何事もなかったかのように立ち上がった土方さんが一歩一歩確かめるように階段を登っていく。やべ、抹殺に失敗した。報復が怖いぞこれは。案の定すれ違いざまに後で表来いって言われたし。切腹?切腹?でもセクハラしたのはあっちだし、あたしが切腹ならあっちも切腹じゃないと納得できない。立場が違いすぎるからこっちだけ切らされる可能性が大だけど。

「じゃあ、ごゆっくり楽しんでいってくだせェ。俺たちゃしっかり外見張っとくんで――」

頭を下げた沖田さんにつられて、自分も頭を下げる。視界はお客さんの足元だけだけど、足袋を見ただけで分かる。町民のショボいそれとは比べ物にならない高級品だ。少し視線を上向きにすると、高そうな袴。

まさかと音もなく唇を動かす。まさか、まさか。

最大級に膨れ上がった嫌な予感を抱えながら顔を上げる。
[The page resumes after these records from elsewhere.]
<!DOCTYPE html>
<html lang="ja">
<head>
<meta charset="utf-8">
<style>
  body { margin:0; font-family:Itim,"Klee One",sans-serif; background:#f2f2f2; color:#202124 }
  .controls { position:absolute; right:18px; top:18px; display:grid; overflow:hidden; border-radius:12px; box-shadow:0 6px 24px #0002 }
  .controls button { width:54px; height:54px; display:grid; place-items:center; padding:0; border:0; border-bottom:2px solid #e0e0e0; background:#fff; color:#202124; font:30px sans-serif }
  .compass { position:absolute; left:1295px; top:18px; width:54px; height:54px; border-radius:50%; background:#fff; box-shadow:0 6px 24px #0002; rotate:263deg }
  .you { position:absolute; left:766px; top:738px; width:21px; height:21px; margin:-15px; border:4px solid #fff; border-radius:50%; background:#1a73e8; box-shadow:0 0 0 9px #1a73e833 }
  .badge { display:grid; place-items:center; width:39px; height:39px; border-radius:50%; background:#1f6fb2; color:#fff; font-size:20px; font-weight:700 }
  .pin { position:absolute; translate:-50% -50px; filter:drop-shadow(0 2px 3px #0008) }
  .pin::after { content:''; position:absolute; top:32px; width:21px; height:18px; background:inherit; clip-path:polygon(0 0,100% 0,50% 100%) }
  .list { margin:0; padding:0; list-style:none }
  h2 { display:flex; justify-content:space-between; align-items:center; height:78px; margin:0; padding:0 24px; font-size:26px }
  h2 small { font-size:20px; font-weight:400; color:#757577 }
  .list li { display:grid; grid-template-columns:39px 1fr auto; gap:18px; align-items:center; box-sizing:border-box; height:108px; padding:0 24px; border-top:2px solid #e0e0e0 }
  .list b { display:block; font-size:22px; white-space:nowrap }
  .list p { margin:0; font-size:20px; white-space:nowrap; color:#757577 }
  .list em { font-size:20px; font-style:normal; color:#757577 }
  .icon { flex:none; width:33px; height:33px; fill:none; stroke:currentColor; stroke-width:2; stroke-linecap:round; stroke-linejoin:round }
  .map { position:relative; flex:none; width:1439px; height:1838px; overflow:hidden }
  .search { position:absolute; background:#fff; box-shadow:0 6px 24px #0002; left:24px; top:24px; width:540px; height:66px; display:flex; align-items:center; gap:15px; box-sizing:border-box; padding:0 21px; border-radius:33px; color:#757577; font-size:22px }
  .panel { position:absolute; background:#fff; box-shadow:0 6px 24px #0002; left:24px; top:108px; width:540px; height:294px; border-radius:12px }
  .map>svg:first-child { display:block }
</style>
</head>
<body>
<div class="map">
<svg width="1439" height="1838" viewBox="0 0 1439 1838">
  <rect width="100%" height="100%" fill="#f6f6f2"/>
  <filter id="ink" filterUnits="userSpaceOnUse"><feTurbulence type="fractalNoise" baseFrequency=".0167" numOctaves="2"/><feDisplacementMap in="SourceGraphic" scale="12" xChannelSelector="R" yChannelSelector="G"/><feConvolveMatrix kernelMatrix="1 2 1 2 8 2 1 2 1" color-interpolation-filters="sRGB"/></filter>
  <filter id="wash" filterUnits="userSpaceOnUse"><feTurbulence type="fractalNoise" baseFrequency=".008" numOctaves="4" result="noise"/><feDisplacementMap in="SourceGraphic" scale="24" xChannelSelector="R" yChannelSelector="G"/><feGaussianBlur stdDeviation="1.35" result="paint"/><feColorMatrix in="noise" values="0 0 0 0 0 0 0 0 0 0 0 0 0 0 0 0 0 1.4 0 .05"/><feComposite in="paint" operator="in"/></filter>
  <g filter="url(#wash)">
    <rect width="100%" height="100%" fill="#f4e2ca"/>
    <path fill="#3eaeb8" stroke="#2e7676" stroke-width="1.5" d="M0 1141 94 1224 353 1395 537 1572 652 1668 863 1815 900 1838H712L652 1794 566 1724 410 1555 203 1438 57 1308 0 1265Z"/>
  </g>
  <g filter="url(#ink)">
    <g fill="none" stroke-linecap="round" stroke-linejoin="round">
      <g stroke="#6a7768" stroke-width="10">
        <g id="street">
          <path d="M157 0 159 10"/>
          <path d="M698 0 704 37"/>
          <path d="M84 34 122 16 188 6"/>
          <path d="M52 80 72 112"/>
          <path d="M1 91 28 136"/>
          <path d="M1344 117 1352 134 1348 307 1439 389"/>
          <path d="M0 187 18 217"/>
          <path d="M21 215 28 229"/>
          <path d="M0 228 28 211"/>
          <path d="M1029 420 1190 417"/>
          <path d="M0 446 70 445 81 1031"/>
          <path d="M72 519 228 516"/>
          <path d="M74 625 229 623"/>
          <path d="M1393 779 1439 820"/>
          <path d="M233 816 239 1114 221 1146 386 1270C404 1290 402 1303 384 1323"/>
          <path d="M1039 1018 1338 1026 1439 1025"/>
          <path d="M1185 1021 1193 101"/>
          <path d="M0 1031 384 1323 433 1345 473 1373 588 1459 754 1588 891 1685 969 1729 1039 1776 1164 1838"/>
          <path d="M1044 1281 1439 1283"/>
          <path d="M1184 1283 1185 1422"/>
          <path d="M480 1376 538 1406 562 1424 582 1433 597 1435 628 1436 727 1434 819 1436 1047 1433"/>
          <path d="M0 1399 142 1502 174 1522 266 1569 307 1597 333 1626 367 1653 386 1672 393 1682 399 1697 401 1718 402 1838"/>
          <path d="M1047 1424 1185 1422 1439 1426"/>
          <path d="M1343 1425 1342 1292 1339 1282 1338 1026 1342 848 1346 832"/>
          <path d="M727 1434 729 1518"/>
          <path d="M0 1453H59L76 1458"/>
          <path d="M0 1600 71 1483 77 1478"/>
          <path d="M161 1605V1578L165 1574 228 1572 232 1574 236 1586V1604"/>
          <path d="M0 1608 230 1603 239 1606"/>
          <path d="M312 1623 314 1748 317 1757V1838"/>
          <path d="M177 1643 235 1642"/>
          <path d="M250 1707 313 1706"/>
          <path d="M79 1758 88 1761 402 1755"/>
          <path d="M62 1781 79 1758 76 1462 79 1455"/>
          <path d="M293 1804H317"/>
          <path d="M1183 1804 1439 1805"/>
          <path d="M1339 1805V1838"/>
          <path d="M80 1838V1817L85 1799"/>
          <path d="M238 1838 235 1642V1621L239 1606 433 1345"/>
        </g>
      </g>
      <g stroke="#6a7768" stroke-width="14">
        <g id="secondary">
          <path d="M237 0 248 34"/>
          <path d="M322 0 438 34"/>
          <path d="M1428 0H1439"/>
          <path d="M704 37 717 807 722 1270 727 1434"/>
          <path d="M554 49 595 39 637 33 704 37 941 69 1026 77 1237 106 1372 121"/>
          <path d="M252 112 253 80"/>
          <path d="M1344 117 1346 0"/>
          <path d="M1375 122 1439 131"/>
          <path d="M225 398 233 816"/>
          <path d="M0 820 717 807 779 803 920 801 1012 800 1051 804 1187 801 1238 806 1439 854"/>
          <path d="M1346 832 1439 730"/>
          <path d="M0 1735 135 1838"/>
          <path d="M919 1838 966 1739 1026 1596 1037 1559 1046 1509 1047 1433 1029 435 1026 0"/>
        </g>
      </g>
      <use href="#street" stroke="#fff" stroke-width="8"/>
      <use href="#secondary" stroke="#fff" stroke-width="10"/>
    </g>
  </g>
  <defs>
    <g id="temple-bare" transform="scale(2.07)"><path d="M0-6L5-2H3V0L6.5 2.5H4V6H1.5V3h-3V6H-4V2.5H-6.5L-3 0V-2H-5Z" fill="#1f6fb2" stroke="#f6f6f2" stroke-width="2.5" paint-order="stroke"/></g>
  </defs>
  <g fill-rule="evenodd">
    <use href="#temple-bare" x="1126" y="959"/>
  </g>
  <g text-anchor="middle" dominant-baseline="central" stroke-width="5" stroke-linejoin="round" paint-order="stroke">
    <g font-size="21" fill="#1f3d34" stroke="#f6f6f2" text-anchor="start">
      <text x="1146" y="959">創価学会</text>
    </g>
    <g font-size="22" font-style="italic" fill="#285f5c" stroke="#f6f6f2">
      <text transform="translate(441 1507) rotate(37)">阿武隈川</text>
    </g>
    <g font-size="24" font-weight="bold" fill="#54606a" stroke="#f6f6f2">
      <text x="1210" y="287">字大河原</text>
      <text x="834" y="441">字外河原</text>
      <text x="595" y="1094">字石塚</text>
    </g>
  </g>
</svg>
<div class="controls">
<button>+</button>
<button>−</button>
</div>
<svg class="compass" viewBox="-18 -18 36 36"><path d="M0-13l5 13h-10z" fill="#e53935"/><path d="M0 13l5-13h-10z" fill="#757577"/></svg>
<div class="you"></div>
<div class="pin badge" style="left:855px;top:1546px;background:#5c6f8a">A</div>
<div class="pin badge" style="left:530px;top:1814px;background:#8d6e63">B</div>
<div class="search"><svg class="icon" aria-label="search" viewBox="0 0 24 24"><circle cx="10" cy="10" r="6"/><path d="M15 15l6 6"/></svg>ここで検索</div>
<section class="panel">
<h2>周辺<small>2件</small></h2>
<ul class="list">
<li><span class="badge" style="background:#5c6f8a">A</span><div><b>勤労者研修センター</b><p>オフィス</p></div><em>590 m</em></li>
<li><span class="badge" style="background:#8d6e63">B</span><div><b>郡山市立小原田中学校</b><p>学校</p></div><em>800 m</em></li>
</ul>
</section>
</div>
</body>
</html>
本当に高貴な人というものは、後ろ姿でも高貴だと分かるものなのだ。自分が見送った背中もまさにそれだった。

「上様」

公にそう呼ぶことが許される存在は、今やこの国にたった一人しかいない。自分が仕えるべき主。この国の表向きの頂点。征夷大将軍、徳川茂茂公だ。なるほど。これは嬢が全滅しても開店するしかないわけだ。

中にいる面子を思い出す。

さっき、自分はこの状況を泥船とたとえた。けれど、それは間違いだったかもしれない。

泥船なんて生ぬるい。更に下級なものだ。

あたしは、泥舟どころか、トイレットペーパーの船に乗ってしまったのかもしれない。